La conversazione prendeva avvio spontaneamente, attraverso la narrazione di uno dei membri, l'esternazione di bisogni, preoccupazioni, disagi. Talvolta prendeva il via in modo libero, talvolta si bloccava. A quel punto intervenivamo immediatamente come se apportassimo dell'ossigeno a chi non ha più energia vitale per continuare ad esistere. Possiamo collegare questo intervento alla funzione di réverie di Bion ovvero alla capacità di recepire comunicazioni del paziente, di comprenderle e di restituirle al gruppo in modo metabolizzato, concedendo al paziente e al gruppo la possibilità di sperimentare una crescita in un luogo e tempo "sufficientemente buoni". La tipologia di conduzione usata è certamente direttiva ma ciò ci ha consentito di lavorare su un fattore terapeutico fondamentale: la coesione.
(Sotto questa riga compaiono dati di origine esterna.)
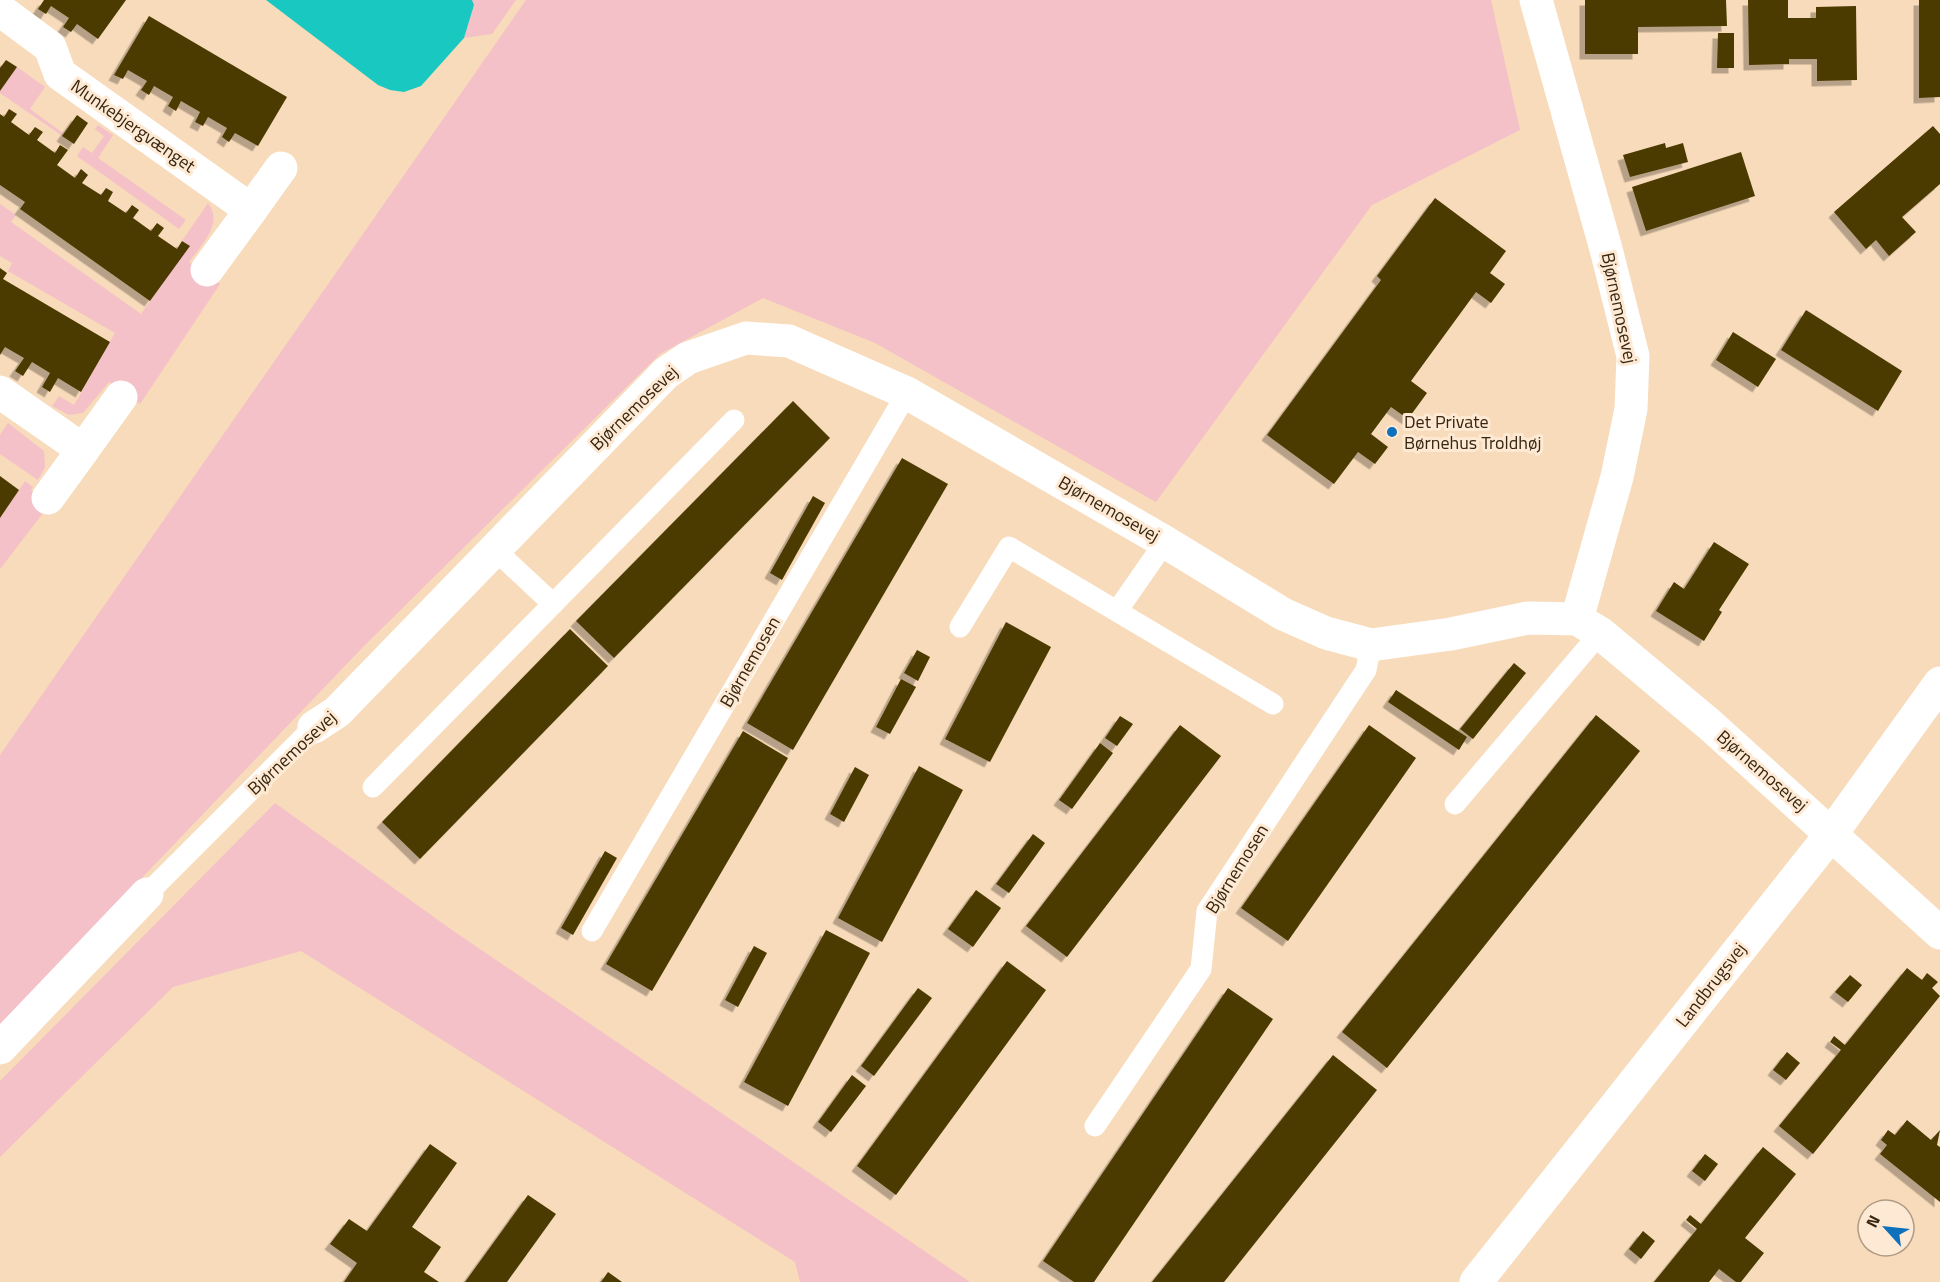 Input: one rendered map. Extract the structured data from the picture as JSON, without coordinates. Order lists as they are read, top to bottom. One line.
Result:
{"streets":{"street":["Munkebjergvænget","Bjørnemosevej","Landbrugsvej"],"lane":["Bjørnemosen"]},"crossings":[["Bjørnemosevej","Bjørnemosen"],["Bjørnemosevej","Landbrugsvej"]],"places":["Det Private Børnehus Troldhøj"],"north":"top left"}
Ammettiamo che non è stato semplice e non è semplice, ma abbiamo promosso la coesione intervenendo in modo da favorire gli interscambi tra i partecipanti, incoraggiandoli a parlare e sostenendoli; assicurandoci che tutti fossero inclusi cioè che a ciascuno venisse riconosciuto uno spazio di parola e di ascolto e infine trovando il significato positivo per ogni intervento anche del paziente più distruttivo, dissociato o assurdo in modo da farlo sentire importante per il gruppo e mostrandogli così una parte significativa, anche se annerita, della sua persona.
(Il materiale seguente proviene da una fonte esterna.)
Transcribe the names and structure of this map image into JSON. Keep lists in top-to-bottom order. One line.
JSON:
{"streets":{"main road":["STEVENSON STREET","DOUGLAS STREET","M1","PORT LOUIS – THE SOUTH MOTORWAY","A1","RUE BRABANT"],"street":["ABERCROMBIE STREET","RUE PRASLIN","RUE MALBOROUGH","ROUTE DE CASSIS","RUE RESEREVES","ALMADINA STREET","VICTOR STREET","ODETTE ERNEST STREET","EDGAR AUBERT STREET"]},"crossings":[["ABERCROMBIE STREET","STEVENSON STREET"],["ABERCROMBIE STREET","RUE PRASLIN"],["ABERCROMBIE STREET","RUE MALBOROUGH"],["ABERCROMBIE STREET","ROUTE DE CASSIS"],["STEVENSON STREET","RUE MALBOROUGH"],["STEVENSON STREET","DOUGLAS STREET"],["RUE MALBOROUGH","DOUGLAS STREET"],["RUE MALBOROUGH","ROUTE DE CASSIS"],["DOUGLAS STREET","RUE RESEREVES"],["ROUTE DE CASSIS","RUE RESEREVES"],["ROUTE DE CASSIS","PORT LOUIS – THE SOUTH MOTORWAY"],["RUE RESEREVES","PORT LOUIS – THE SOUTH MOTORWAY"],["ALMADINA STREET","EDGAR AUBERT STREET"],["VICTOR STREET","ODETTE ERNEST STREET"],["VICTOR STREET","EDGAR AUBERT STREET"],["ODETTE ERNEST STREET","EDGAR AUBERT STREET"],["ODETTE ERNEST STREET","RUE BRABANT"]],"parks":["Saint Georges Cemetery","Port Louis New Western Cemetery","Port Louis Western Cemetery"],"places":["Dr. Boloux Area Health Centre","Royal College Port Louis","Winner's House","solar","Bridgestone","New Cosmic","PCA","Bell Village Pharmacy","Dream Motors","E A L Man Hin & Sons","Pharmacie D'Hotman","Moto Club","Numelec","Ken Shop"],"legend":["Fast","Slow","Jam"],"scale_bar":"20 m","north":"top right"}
Vorremmo congedarci dicendo che "fermarsi per pensare" è un modo per concludere un'esperienza ma anche di fare il punto di una situazione che è ancora in divenire e che richiederà ulteriori riflessioni. In questo lavoro ci siamo proposti di mostrare come lo stare in gruppo permette di cogliere attraverso gli occhi che vedono, le orecchie che sentono, le parole dette e non dette anche il pensiero di chi momentaneamente non è in grado di pensare o pensa a modo suo. Dare significato alla sofferenza attraverso le narrazioni di gruppo dei pazienti acuti significa dar forma ad un intervento che tende alla comprensione e quindi alla modificazione della situazione. Siamo consapevoli che non possiamo fare molto nel breve tempo a disposizione, ma quello che viene fatto, è fatto nel migliore dei modi per consentire al paziente il consolidamento e la ripresa delle cure nelle altre strutture del Dipartimento.


Note bibliografiche

- BION, W.R. (1971) Esperienze nei gruppi. Armando, Roma.
- FOULKES, S.H. (1967) Analisi terapeutica di gruppo. Bollati Boringhieri, Torino.
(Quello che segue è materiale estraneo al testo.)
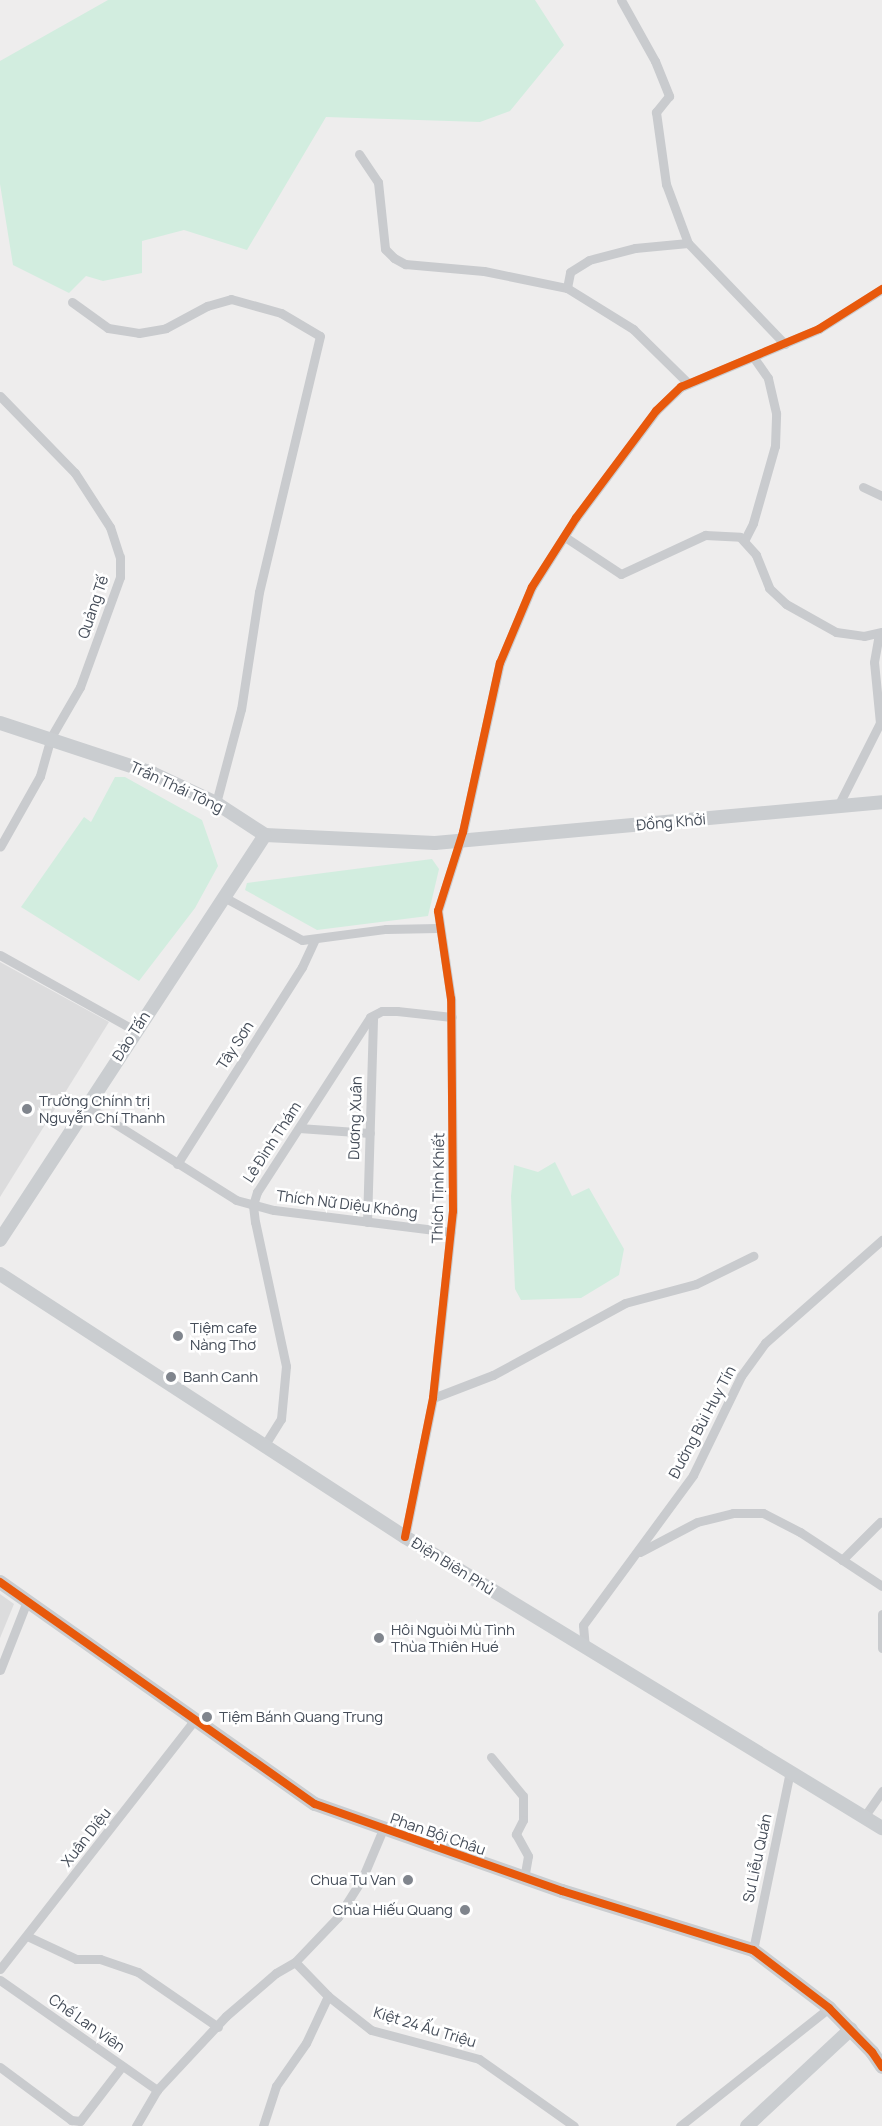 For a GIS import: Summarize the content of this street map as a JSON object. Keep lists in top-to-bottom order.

- FOULKES, S.H. (1976) La psicoterapia gruppoanalitica. Metodo e principi. Astrolabio, Roma.
- KHAN, M. (1983) I Sé nascosti. Bollati Boringhieri, Torino.
- RESNIK, S. (1992) L'esperienza psicotica. Bollati Boringhieri, Torino.
- RONCARATI, C. (1999) Psicoterapia di gruppo per pazienti ricoverati in SPDC in Atti del Congresso I.I.P.G. settembre 1999.